* _DATA SHOWN_

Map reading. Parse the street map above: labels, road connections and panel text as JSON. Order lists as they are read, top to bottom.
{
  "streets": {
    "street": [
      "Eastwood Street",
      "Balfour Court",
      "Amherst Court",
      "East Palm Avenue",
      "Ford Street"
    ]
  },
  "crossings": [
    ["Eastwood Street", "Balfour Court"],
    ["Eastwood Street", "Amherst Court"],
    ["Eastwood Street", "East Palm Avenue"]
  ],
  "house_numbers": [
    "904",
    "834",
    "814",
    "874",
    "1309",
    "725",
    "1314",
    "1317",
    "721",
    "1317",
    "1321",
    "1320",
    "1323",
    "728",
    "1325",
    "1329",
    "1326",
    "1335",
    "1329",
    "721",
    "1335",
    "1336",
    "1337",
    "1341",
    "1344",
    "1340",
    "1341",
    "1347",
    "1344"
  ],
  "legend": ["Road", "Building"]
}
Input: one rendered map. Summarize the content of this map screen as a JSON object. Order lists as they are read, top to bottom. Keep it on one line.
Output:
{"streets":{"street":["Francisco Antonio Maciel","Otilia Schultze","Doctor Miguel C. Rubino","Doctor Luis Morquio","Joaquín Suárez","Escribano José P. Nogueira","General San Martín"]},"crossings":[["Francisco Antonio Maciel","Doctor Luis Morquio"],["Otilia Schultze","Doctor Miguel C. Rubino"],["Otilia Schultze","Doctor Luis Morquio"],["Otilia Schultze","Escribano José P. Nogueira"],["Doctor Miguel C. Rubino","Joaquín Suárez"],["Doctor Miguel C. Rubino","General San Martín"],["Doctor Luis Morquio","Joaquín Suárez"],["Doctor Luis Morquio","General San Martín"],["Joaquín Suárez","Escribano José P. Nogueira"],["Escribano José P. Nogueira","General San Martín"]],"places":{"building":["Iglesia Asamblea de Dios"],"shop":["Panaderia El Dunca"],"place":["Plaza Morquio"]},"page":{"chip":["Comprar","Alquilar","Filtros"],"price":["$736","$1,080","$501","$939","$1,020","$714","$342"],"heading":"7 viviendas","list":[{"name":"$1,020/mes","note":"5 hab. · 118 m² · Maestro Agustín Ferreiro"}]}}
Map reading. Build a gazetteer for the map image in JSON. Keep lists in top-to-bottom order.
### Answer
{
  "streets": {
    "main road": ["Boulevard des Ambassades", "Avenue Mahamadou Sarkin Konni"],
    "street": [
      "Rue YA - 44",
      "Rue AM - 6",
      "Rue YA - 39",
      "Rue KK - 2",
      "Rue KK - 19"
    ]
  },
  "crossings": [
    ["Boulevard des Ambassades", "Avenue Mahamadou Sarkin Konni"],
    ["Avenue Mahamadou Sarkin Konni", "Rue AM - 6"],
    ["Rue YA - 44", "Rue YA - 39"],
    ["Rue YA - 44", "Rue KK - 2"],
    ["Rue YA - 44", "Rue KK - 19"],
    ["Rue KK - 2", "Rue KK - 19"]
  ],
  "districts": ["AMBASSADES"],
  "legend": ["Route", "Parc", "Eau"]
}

* _REQUIREMENT_
Set down the whole of the material, exactly.

* _TASK RESULT_
Map reading. Parse the street map above: labels, road connections and panel text as JSON. Order lists as they are read, top to bottom.
{
  "streets": {
    "street": [
      "Eastwood Street",
      "Balfour Court",
      "Amherst Court",
      "East Palm Avenue",
      "Ford Street"
    ]
  },
  "crossings": [
    ["Eastwood Street", "Balfour Court"],
    ["Eastwood Street", "Amherst Court"],
    ["Eastwood Street", "East Palm Avenue"]
  ],
  "house_numbers": [
    "904",
    "834",
    "814",
    "874",
    "1309",
    "725",
    "1314",
    "1317",
    "721",
    "1317",
    "1321",
    "1320",
    "1323",
    "728",
    "1325",
    "1329",
    "1326",
    "1335",
    "1329",
    "721",
    "1335",
    "1336",
    "1337",
    "1341",
    "1344",
    "1340",
    "1341",
    "1347",
    "1344"
  ],
  "legend": ["Road", "Building"]
}
Input: one rendered map. Summarize the content of this map screen as a JSON object. Order lists as they are read, top to bottom. Keep it on one line.
Output:
{"streets":{"street":["Francisco Antonio Maciel","Otilia Schultze","Doctor Miguel C. Rubino","Doctor Luis Morquio","Joaquín Suárez","Escribano José P. Nogueira","General San Martín"]},"crossings":[["Francisco Antonio Maciel","Doctor Luis Morquio"],["Otilia Schultze","Doctor Miguel C. Rubino"],["Otilia Schultze","Doctor Luis Morquio"],["Otilia Schultze","Escribano José P. Nogueira"],["Doctor Miguel C. Rubino","Joaquín Suárez"],["Doctor Miguel C. Rubino","General San Martín"],["Doctor Luis Morquio","Joaquín Suárez"],["Doctor Luis Morquio","General San Martín"],["Joaquín Suárez","Escribano José P. Nogueira"],["Escribano José P. Nogueira","General San Martín"]],"places":{"building":["Iglesia Asamblea de Dios"],"shop":["Panaderia El Dunca"],"place":["Plaza Morquio"]},"page":{"chip":["Comprar","Alquilar","Filtros"],"price":["$736","$1,080","$501","$939","$1,020","$714","$342"],"heading":"7 viviendas","list":[{"name":"$1,020/mes","note":"5 hab. · 118 m² · Maestro Agustín Ferreiro"}]}}
Map reading. Build a gazetteer for the map image in JSON. Keep lists in top-to-bottom order.
### Answer
{
  "streets": {
    "main road": ["Boulevard des Ambassades", "Avenue Mahamadou Sarkin Konni"],
    "street": [
      "Rue YA - 44",
      "Rue AM - 6",
      "Rue YA - 39",
      "Rue KK - 2",
      "Rue KK - 19"
    ]
  },
  "crossings": [
    ["Boulevard des Ambassades", "Avenue Mahamadou Sarkin Konni"],
    ["Avenue Mahamadou Sarkin Konni", "Rue AM - 6"],
    ["Rue YA - 44", "Rue YA - 39"],
    ["Rue YA - 44", "Rue KK - 2"],
    ["Rue YA - 44", "Rue KK - 19"],
    ["Rue KK - 2", "Rue KK - 19"]
  ],
  "districts": ["AMBASSADES"],
  "legend": ["Route", "Parc", "Eau"]
}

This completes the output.